--- WORK INSTRUCTIONS ---
Make a tally of the lines in the records that include the string "Luigi", and give only that number.
§
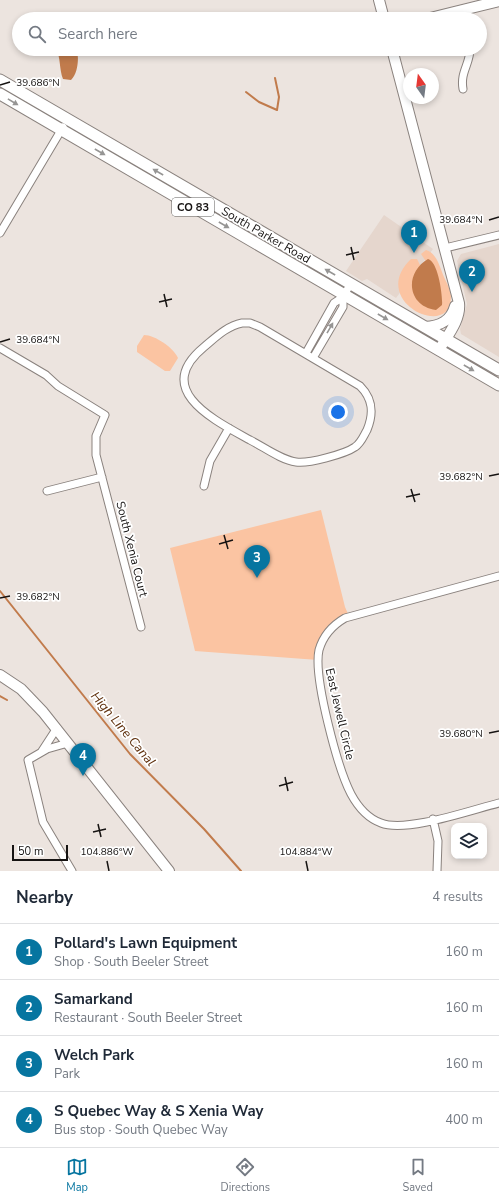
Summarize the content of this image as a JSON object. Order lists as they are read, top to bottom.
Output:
{
  "streets": {
    "main road": ["CO 83", "South Parker Road"],
    "street": ["South Xenia Court", "East Jewell Circle"]
  },
  "water": ["High Line Canal"],
  "scale_bar": "50 m",
  "north": "top",
  "page": {
    "search": "Search here",
    "pins": [
      "1",
      "2",
      "3",
      "4"
    ],
    "scale": "50 m",
    "heading": ["Nearby", "4 results"],
    "list": [
      {
        "mark": "1",
        "name": "Pollard's Lawn Equipment",
        "note": "Shop · South Beeler Street",
        "value": "160 m"
      },
      {
        "mark": "2",
        "name": "Samarkand",
        "note": "Restaurant · South Beeler Street",
        "value": "160 m"
      },
      {
        "mark": "3",
        "name": "Welch Park",
        "note": "Park",
        "value": "160 m"
      },
      {
        "mark": "4",
        "name": "S Quebec Way & S Xenia Way",
        "note": "Bus stop · South Quebec Way",
        "value": "400 m"
      }
    ],
    "nav": ["Map", "Directions", "Saved"]
  },
  "coordinates": [
    "39.686°N",
    "39.684°N",
    "39.682°N",
    "39.680°N",
    "104.886°W",
    "104.884°W"
  ]
}
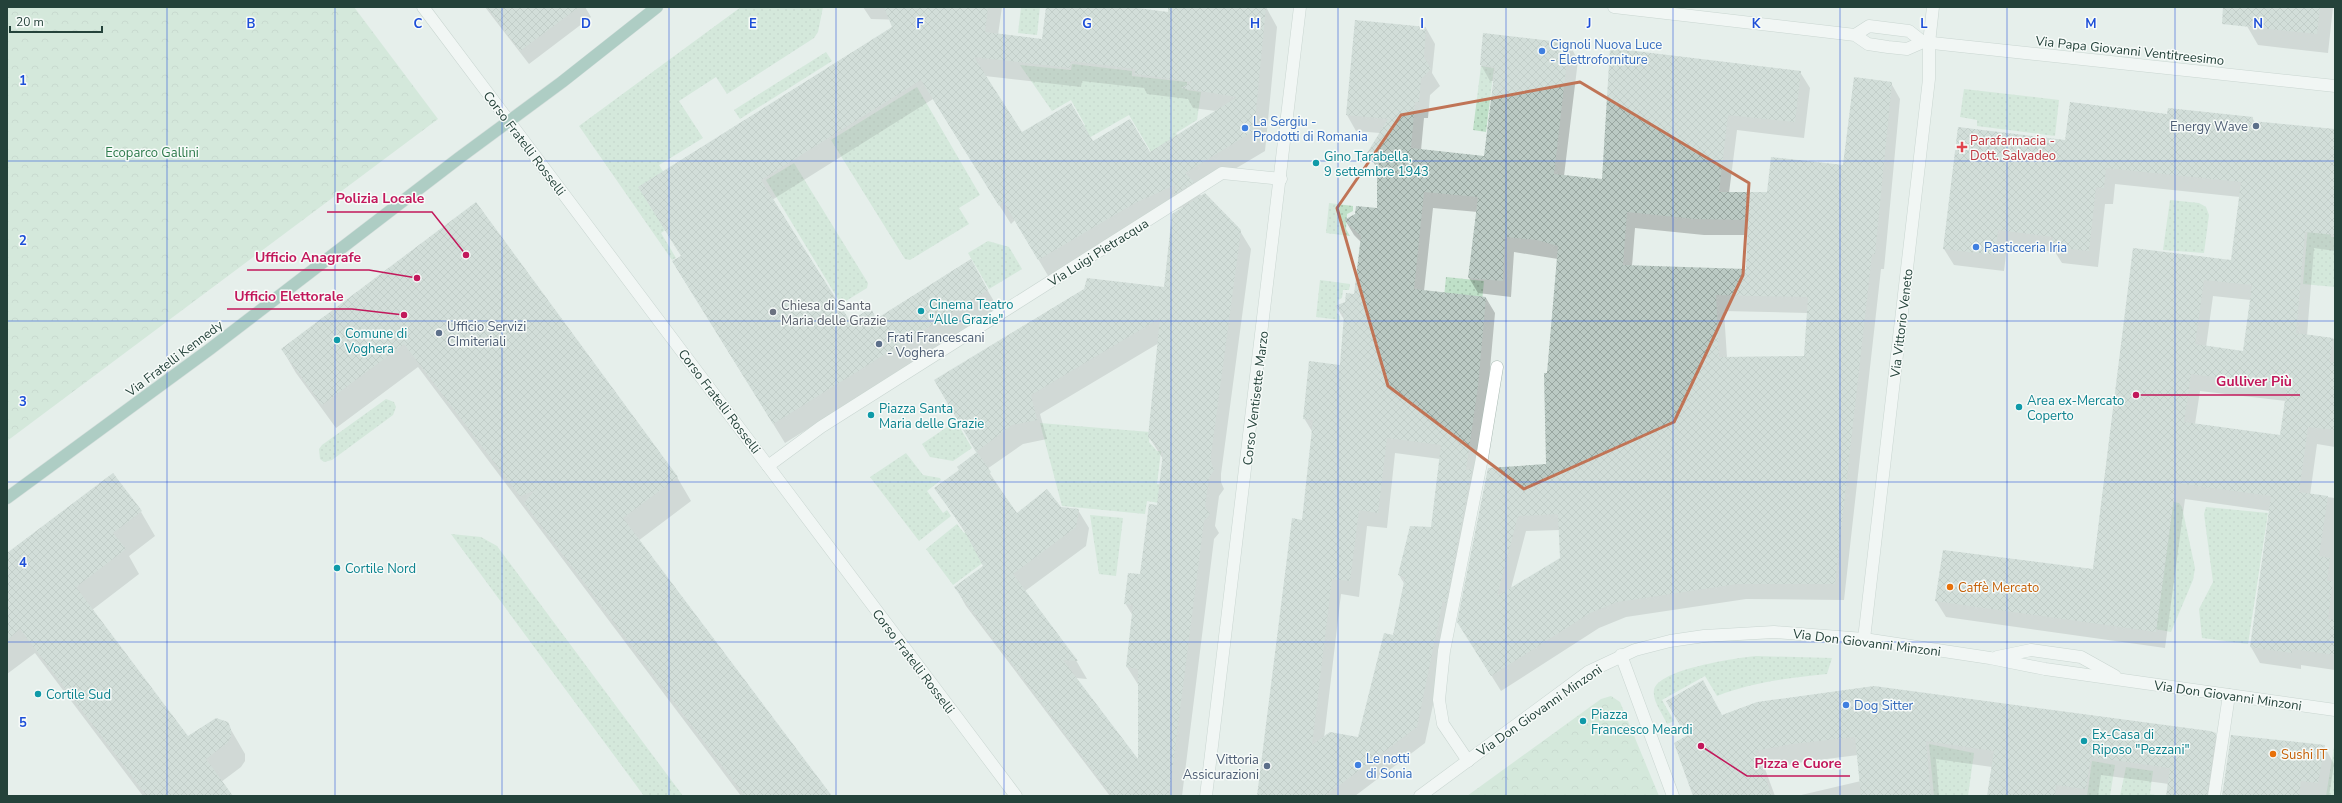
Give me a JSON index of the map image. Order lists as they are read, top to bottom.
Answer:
{
  "streets": {
    "main road": ["Via Fratelli Kennedy"],
    "street": [
      "Via Papa Giovanni Ventitreesimo",
      "Corso Fratelli Rosselli",
      "Via Luigi Pietracqua",
      "Via Vittorio Veneto",
      "Corso Ventisette Marzo",
      "Via Don Giovanni Minzoni"
    ]
  },
  "crossings": [
    ["Via Papa Giovanni Ventitreesimo", "Via Vittorio Veneto"],
    ["Corso Fratelli Rosselli", "Via Luigi Pietracqua"],
    ["Corso Fratelli Rosselli", "Via Fratelli Kennedy"],
    ["Via Luigi Pietracqua", "Corso Ventisette Marzo"],
    ["Via Vittorio Veneto", "Via Don Giovanni Minzoni"]
  ],
  "parks": ["Ecoparco Gallini"],
  "places": {
    "other": [
      "Cignoli Nuova Luce - Elettroforniture",
      "Energy Wave",
      "La Sergiu - Prodotti di Romania",
      "Gino Tarabella, 9 settembre 1943",
      "Pasticceria Iria",
      "Polizia Locale",
      "Ufficio Anagrafe",
      "Cinema Teatro \"Alle Grazie\"",
      "Chiesa di Santa Maria delle Grazie",
      "Ufficio Elettorale",
      "Ufficio Servizi CImiteriali",
      "Comune di Voghera",
      "Frati Francescani - Voghera",
      "Gulliver Più",
      "Area ex-Mercato Coperto",
      "Piazza Santa Maria delle Grazie",
      "Cortile Nord",
      "Caffè Mercato",
      "Cortile Sud",
      "Dog Sitter",
      "Piazza Francesco Meardi",
      "Ex-Casa di Riposo \"Pezzani\"",
      "Pizza e Cuore",
      "Sushi IT",
      "Le notti di Sonia",
      "Vittoria Assicurazioni"
    ],
    "health": ["Parafarmacia - Dott. Salvadeo"]
  },
  "scale_bar": "20 m",
  "grid": {
    "columns": [
      "B",
      "C",
      "D",
      "E",
      "F",
      "G",
      "H",
      "I",
      "J",
      "K",
      "L",
      "M",
      "N"
    ],
    "rows": [
      "1",
      "2",
      "3",
      "4",
      "5"
    ]
  }
}
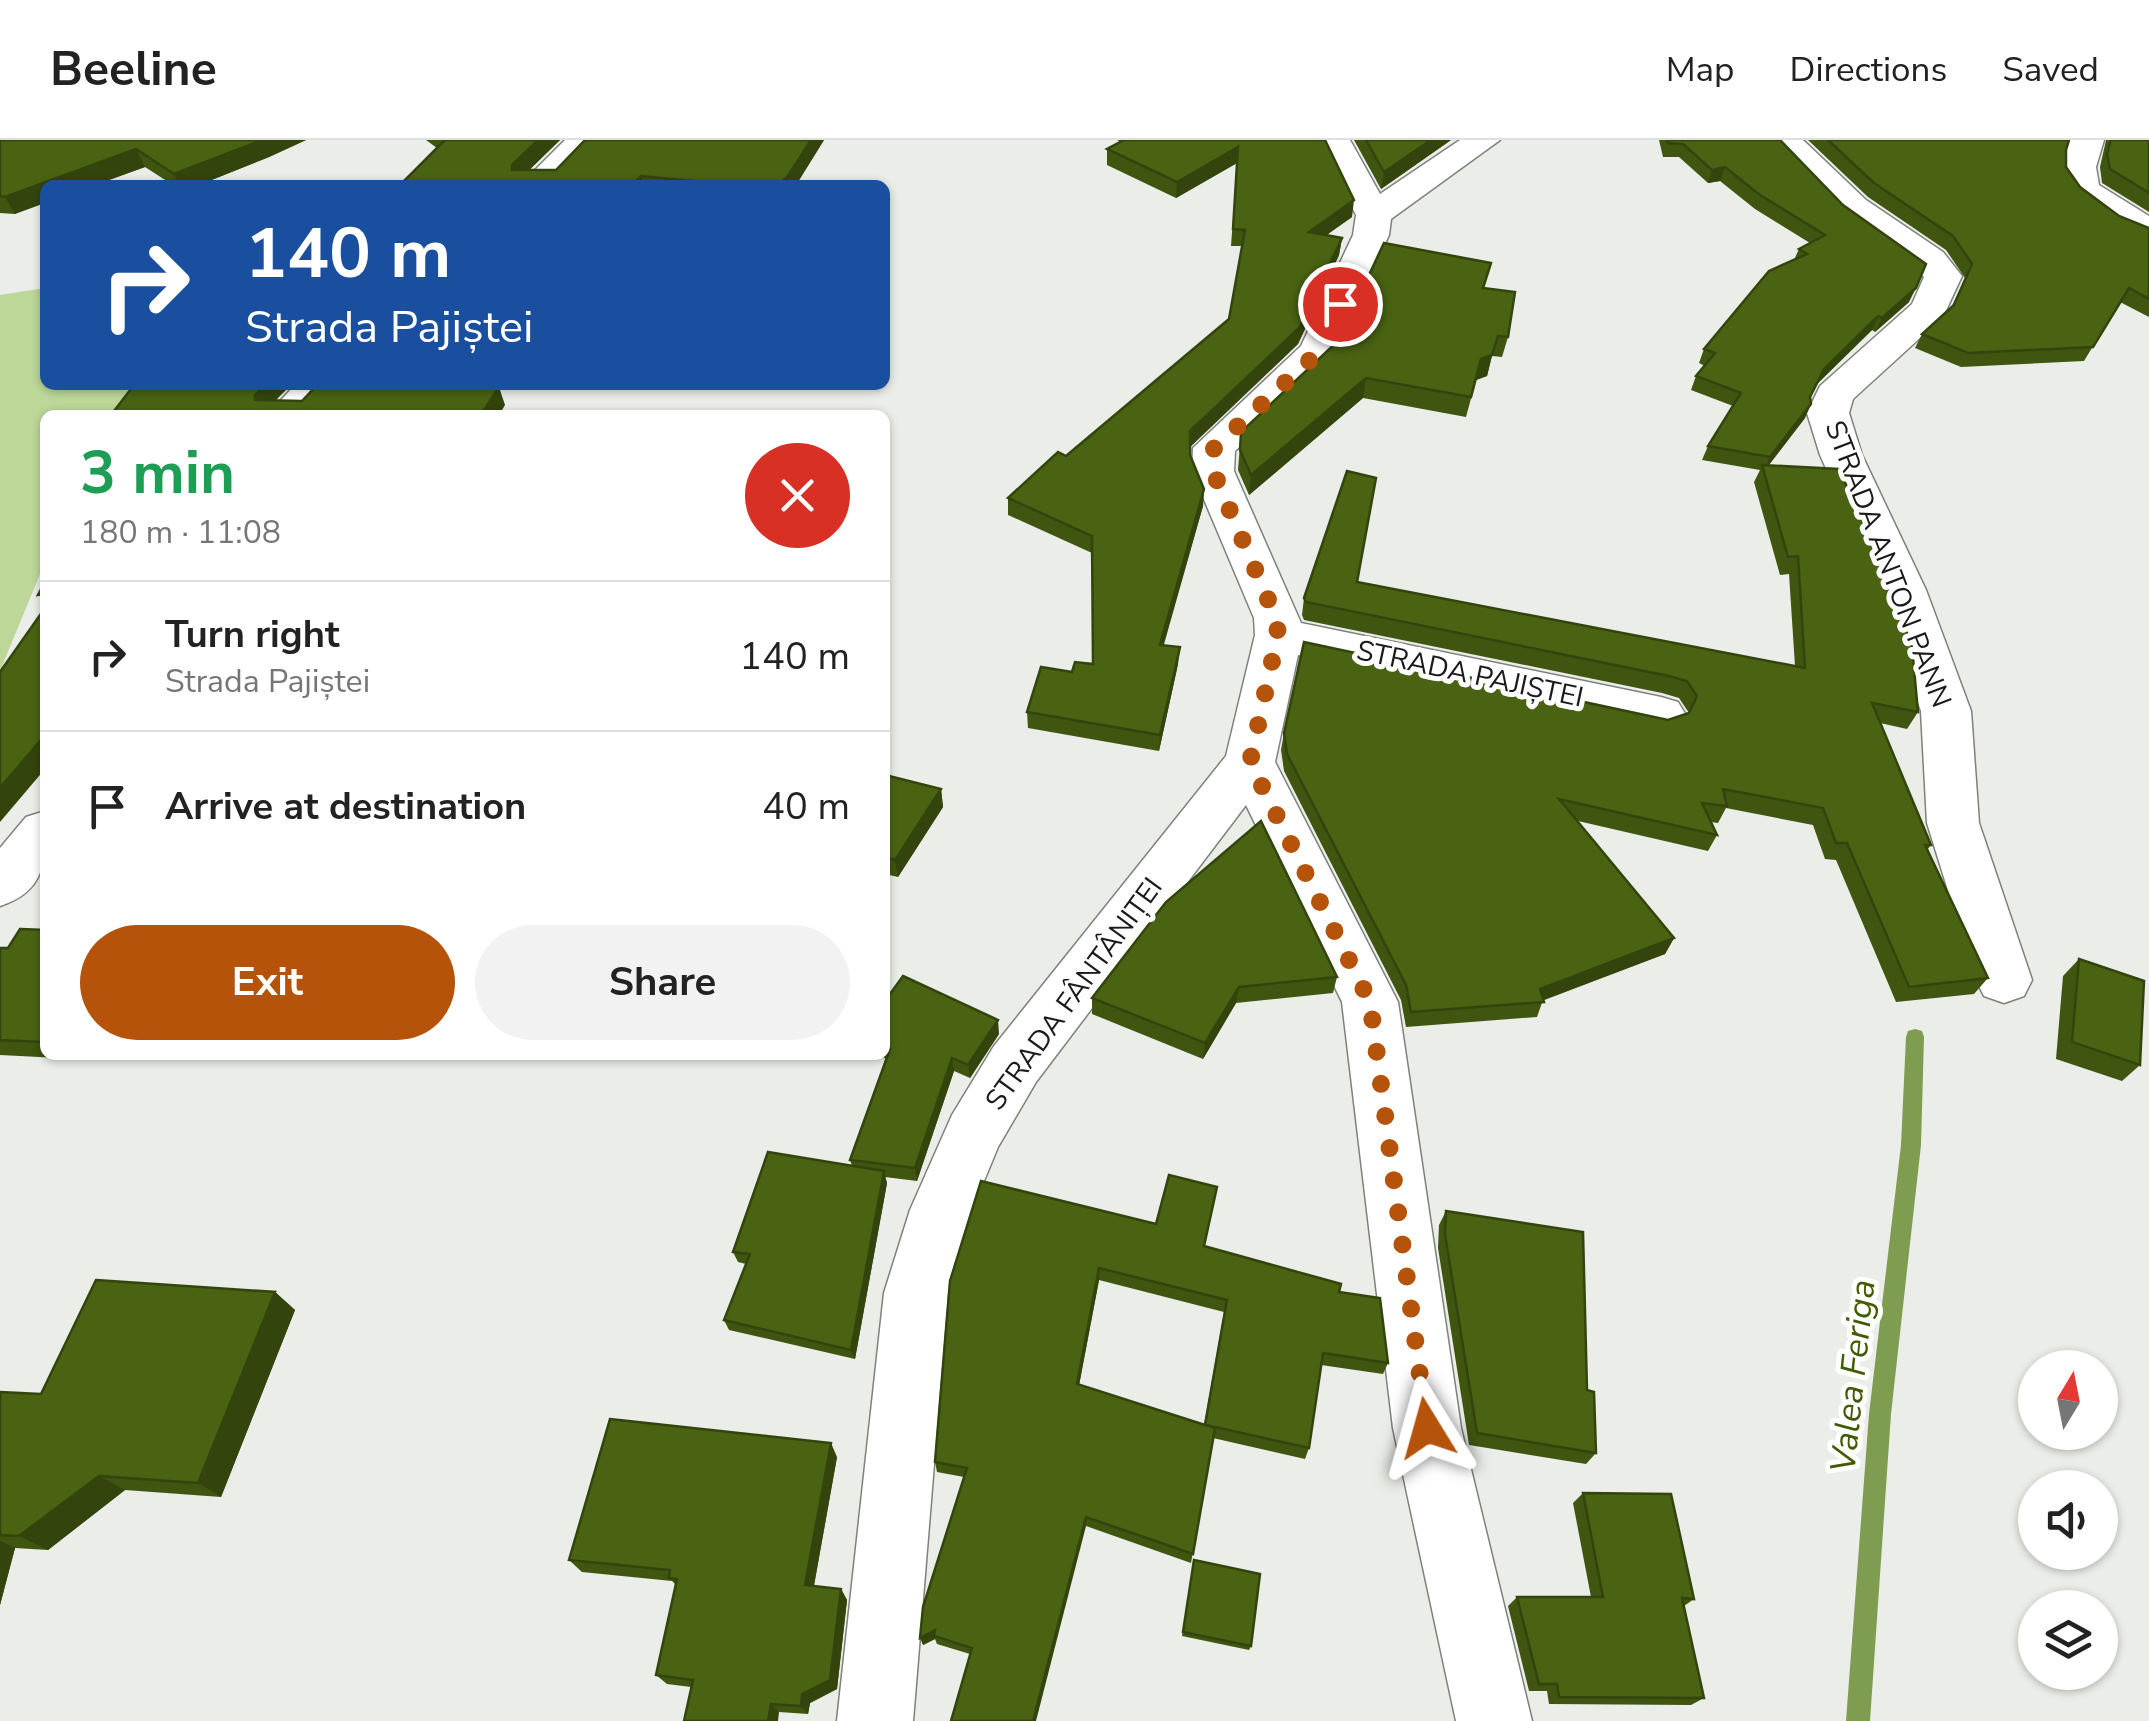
§
--- RESULT OF THIS EXERCISE ---
3